Eating is definitely one of the great joys of life and enjoying a good meal in the company of friends and family is time to be savoured.  Food is often a central component of any social gathering and it is part of how we interact with each other in social situations.  During the holiday season and other times of celebration, a natural marriage occurs between food and social activities. 

With all of the parties and events that occur during the holiday season, many of us worry about gaining weight during this time.  However, it is still possible to enjoy yourself over the holiday season, savour the food around you, and do so without gaining weight.  This doesn’t mean restricting yourself, but it does mean eating consciously. 

Here’s some tips to help you maintain your weight (or continue to lose weight) over the holidays:
Eating at a Buffet:
  • If you are at a buffet or event with a table full of snack-foods – preview the table before eating anything or putting anything on your plate.  Decide what you want to eat, and assess your hunger.
  • Keep at least ½ of your plate for vegetables and salad, and use the other ½ of your plate for richer/denser foods, such as potatoes, casseroles and meats. 
  • Always use a plate.  This will enable you to assess how much food you are actually consuming.  Otherwise, it’s easy to keep reaching for another item, and not have a good sense of how much you have eaten.  Stop mindless munching. 

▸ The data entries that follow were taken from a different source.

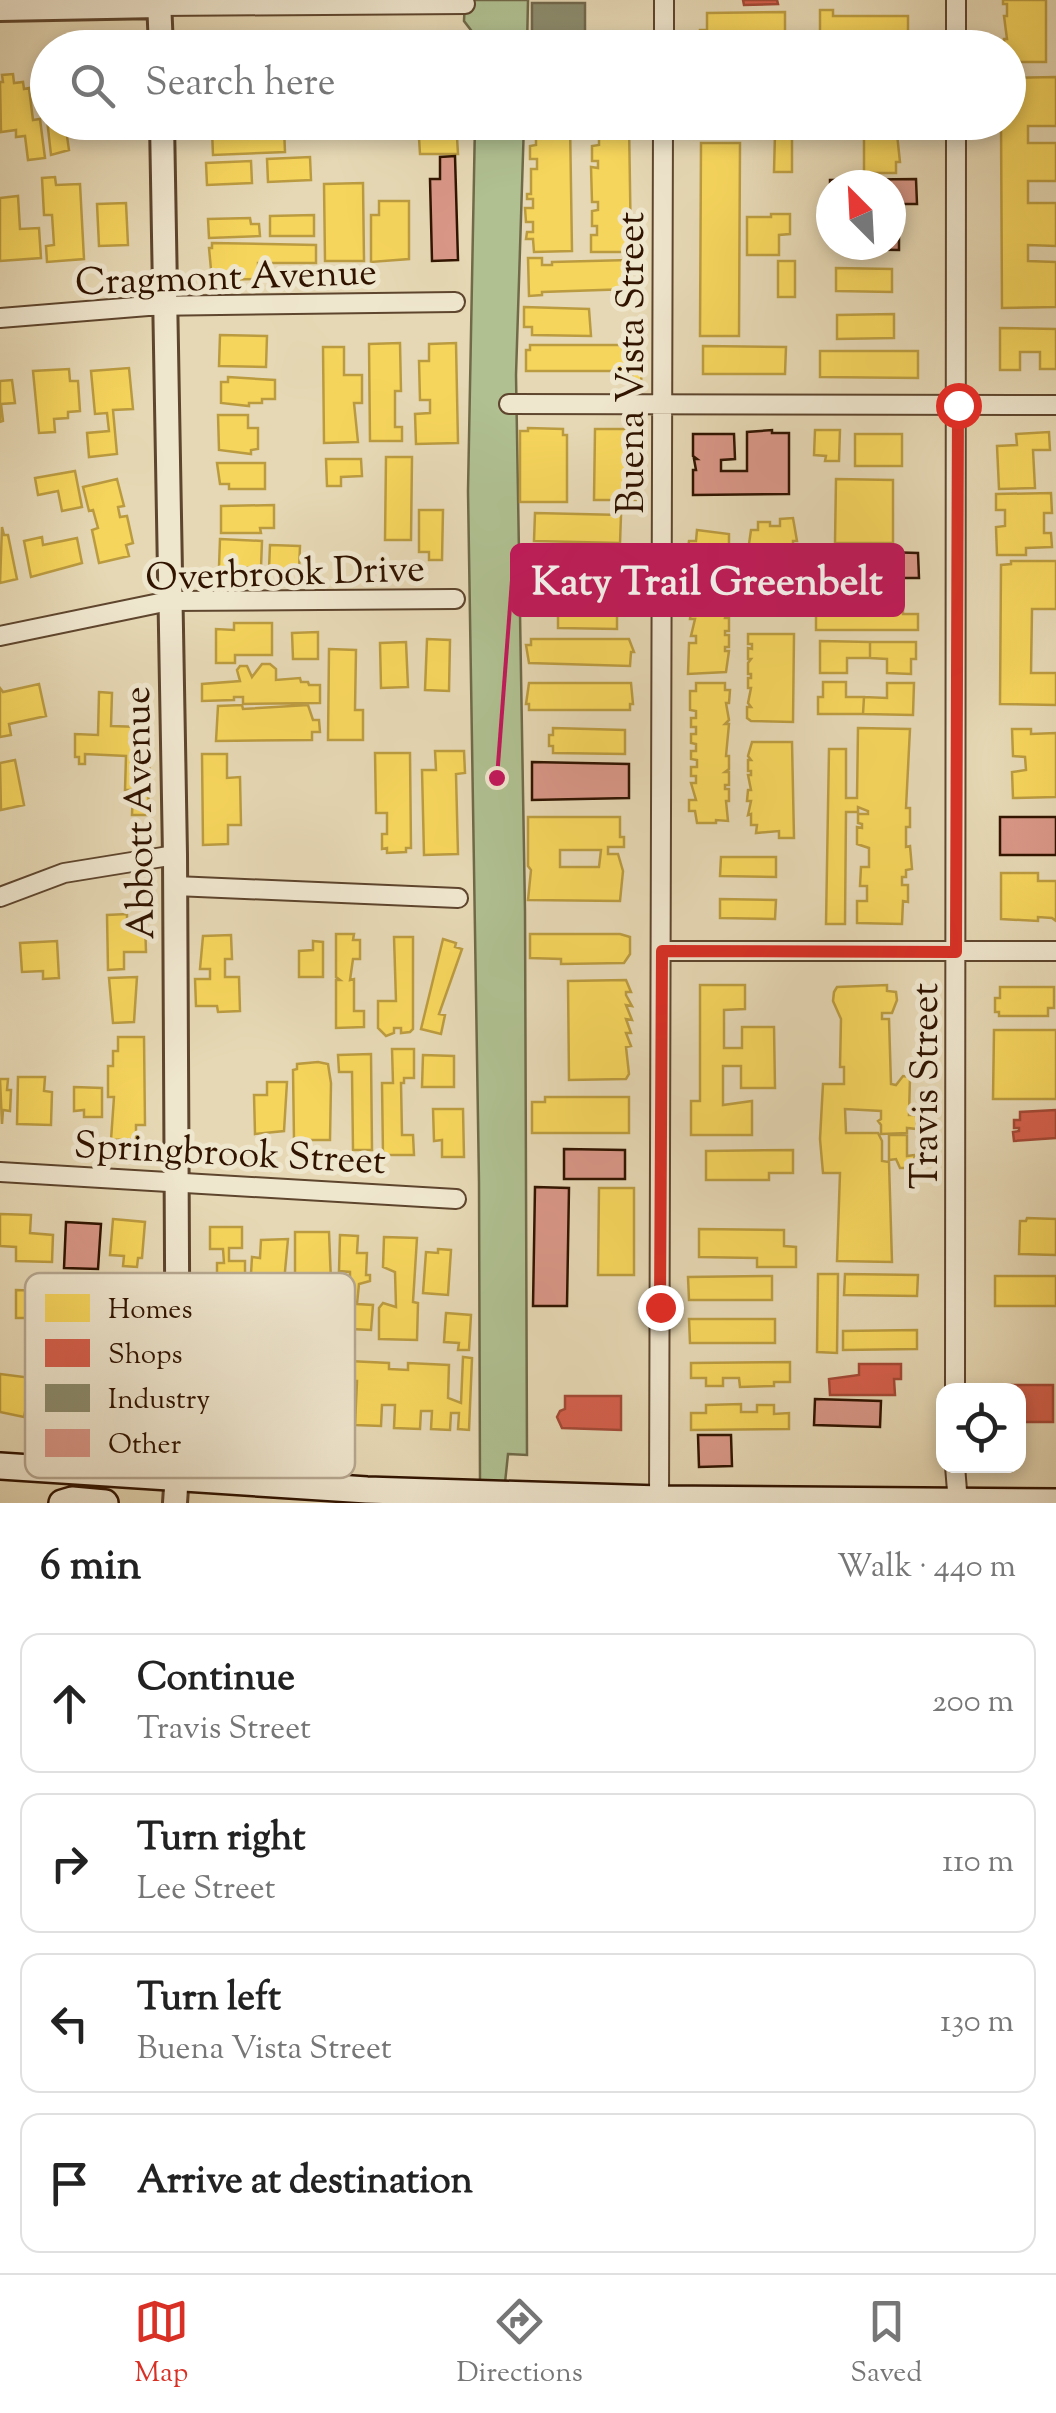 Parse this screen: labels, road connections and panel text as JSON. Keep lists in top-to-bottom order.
{
  "streets": {
    "street": [
      "Cragmont Avenue",
      "Buena Vista Street",
      "Overbrook Drive",
      "Abbott Avenue",
      "Travis Street",
      "Springbrook Street"
    ]
  },
  "crossings": [
    ["Cragmont Avenue", "Abbott Avenue"],
    ["Overbrook Drive", "Abbott Avenue"],
    ["Abbott Avenue", "Springbrook Street"]
  ],
  "places": ["Katy Trail Greenbelt"],
  "legend": [
    "Homes",
    "Shops",
    "Industry",
    "Other"
  ],
  "north": "top left",
  "page": {
    "search": "Search here",
    "heading": ["6 min", "Walk · 440 m"],
    "list": [
      ["Continue", "Travis Street", "200 m"],
      ["Turn right", "Lee Street", "110 m"],
      ["Turn left", "Buena Vista Street", "130 m"],
      "Arrive at destination"
    ],
    "nav": ["Map", "Directions", "Saved"]
  }
}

  • Fill up your plate with fibre-rich and low-calorie foods, such as vegetables and fruits. 
  • Don’t stand next to the food table.  Take what you want and go stand or sit somewhere out of sight of the table, if possible.  

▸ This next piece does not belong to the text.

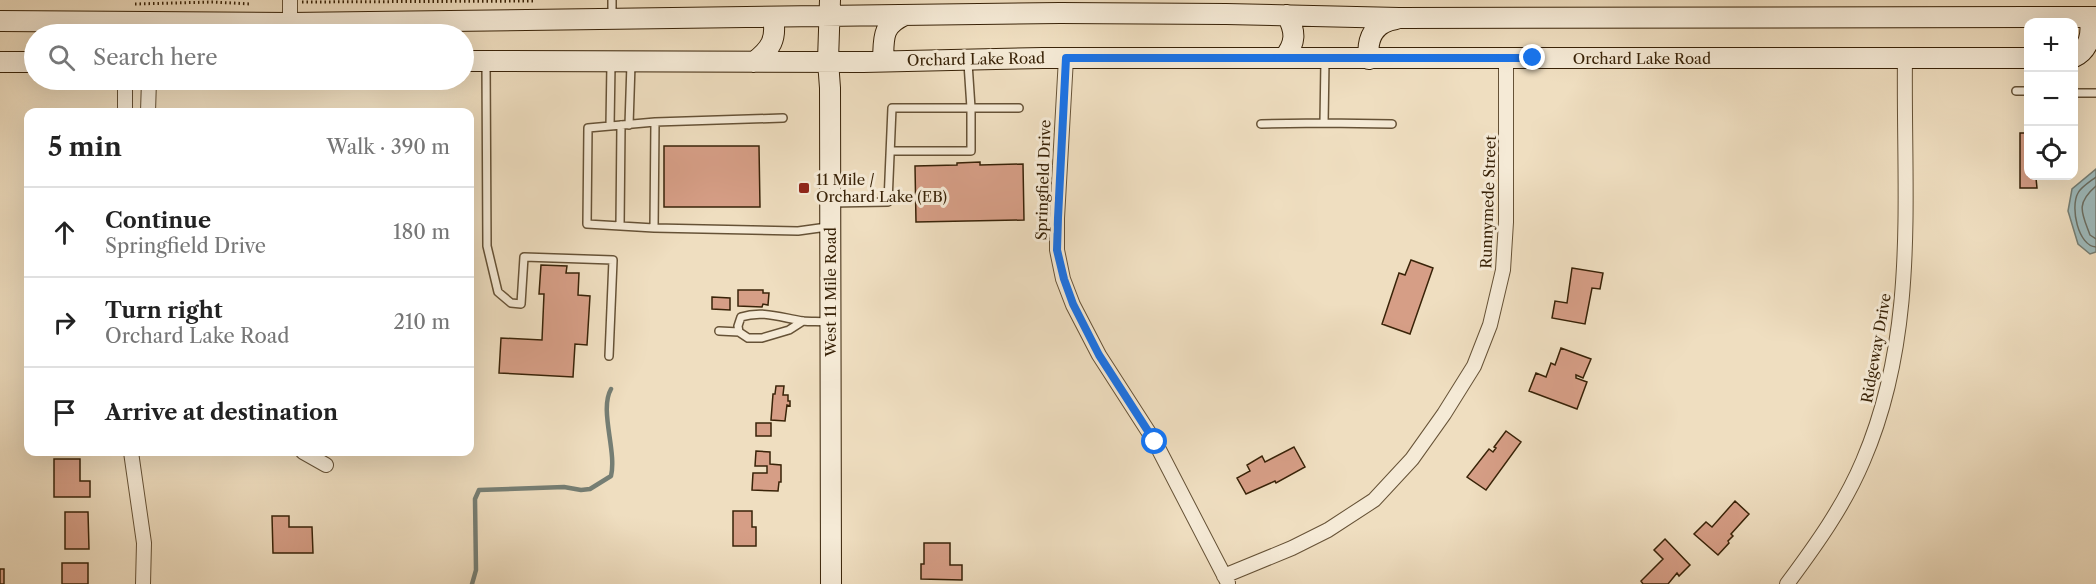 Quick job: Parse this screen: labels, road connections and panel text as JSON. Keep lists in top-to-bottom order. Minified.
{"streets":{"main road":["Orchard Lake Road","West 11 Mile Road"],"street":["Springfield Drive","Runnymede Street","Ridgeway Drive"]},"crossings":[["Orchard Lake Road","Springfield Drive"],["Orchard Lake Road","Runnymede Street"],["Orchard Lake Road","West 11 Mile Road"],["Orchard Lake Road","Ridgeway Drive"],["Springfield Drive","Runnymede Street"]],"places":{"transit":["11 Mile / Orchard Lake (EB)"]},"page":{"map_buttons":["+","−"],"search":"Search here","heading":["5 min","Walk · 390 m"],"list":[["Continue","Springfield Drive","180 m"],["Turn right","Orchard Lake Road","210 m"],"Arrive at destination"]}}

  • Remember that it is possible to fill-up on snack foods and eat the same amount of calories, as a proper meal – if this is not intended to be your meal, be careful about the amount of snack foods you eat. 
  • Be cognizant about the amount of calorie-dense foods you consume such as chips, dip and sweets.  These won’t easily fill you up, so it’s easy to eat too many.   

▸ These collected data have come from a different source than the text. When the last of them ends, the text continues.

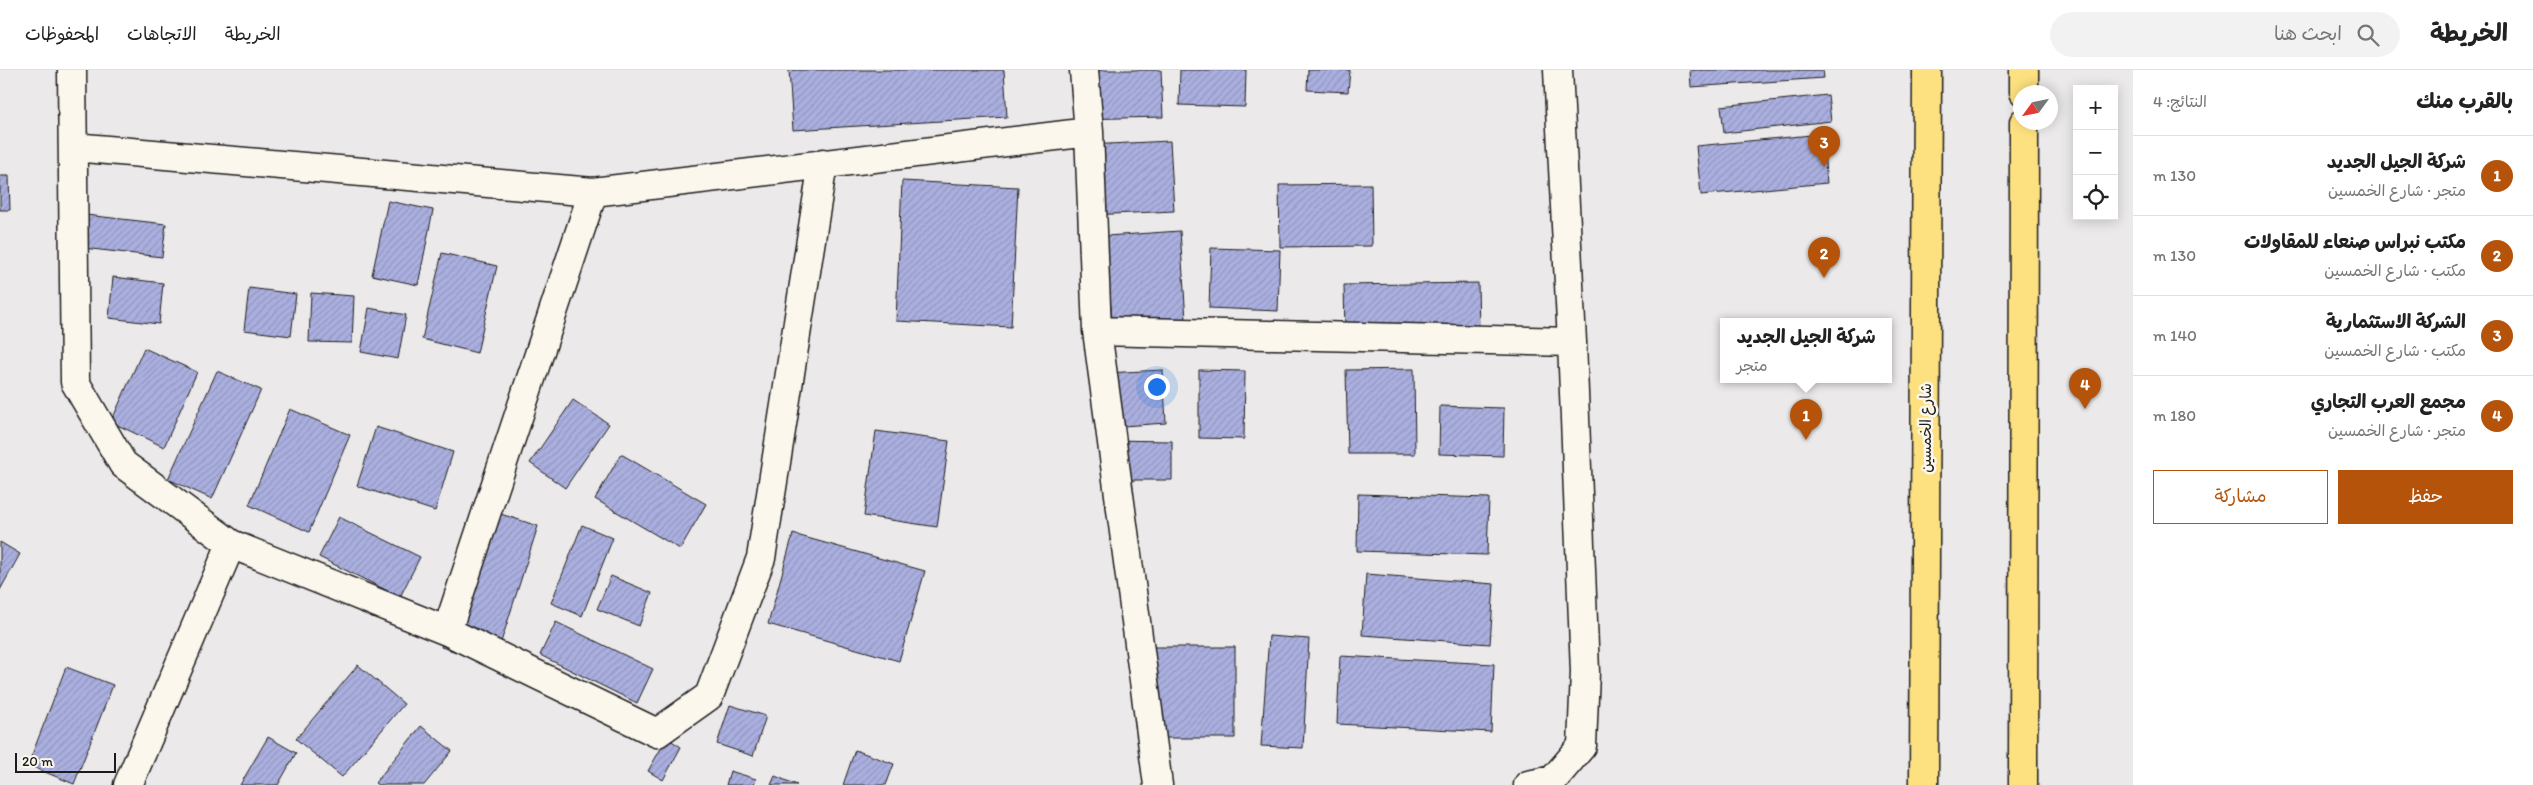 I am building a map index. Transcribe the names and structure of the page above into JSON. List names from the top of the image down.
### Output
{
  "streets": {
    "main road": ["شارع الخمسين"]
  },
  "scale_bar": "20 m",
  "north": "bottom left",
  "page": {
    "header": "الخريطة",
    "search": "ابحث هنا",
    "nav": ["الخريطة", "الاتجاهات", "المحفوظات"],
    "heading": ["بالقرب منك", "النتائج: 4"],
    "map_buttons": ["+", "−"],
    "pins": [
      "3",
      "2",
      "4",
      "1"
    ],
    "list": [
      {
        "mark": "1",
        "name": "شركة الجيل الجديد",
        "note": "متجر · شارع الخمسين",
        "value": "130 m"
      },
      {
        "mark": "2",
        "name": "مكتب نبراس صنعاء للمقاولات",
        "note": "مكتب · شارع الخمسين",
        "value": "130 m"
      },
      {
        "mark": "3",
        "name": "الشركة الاستثمارية",
        "note": "مكتب · شارع الخمسين",
        "value": "140 m"
      },
      {
        "mark": "4",
        "name": "مجمع العرب التجاري",
        "note": "متجر · شارع الخمسين",
        "value": "180 m"
      }
    ],
    "popup": ["شركة الجيل الجديد", "متجر"],
    "buttons": ["حفظ", "مشاركة"],
    "scale": "20 m"
  }
}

  • Only return for seconds if you still feel hungry at least 20 minutes after you have finished eating.  Try drinking water first, before returning for more food.  Thirst often manifests itself as hunger. 
  • Choose a maximum of 2 desserts (this includes cookies, cakes, bars and pies).  
  • Drink water instead of sodas or punch.  Save your calories for quality foods that will fill you up.  
  • Remember that alcohol is not calorie-free.  Watch your consumption of alcoholic beverages, and limit yourself to 2 drinks.  1 beer = 153 calories; 1 glass of wine (dry) = 120 calories; and cocktails range between 110 (daiquiri) and 310 calories (Mai Tai).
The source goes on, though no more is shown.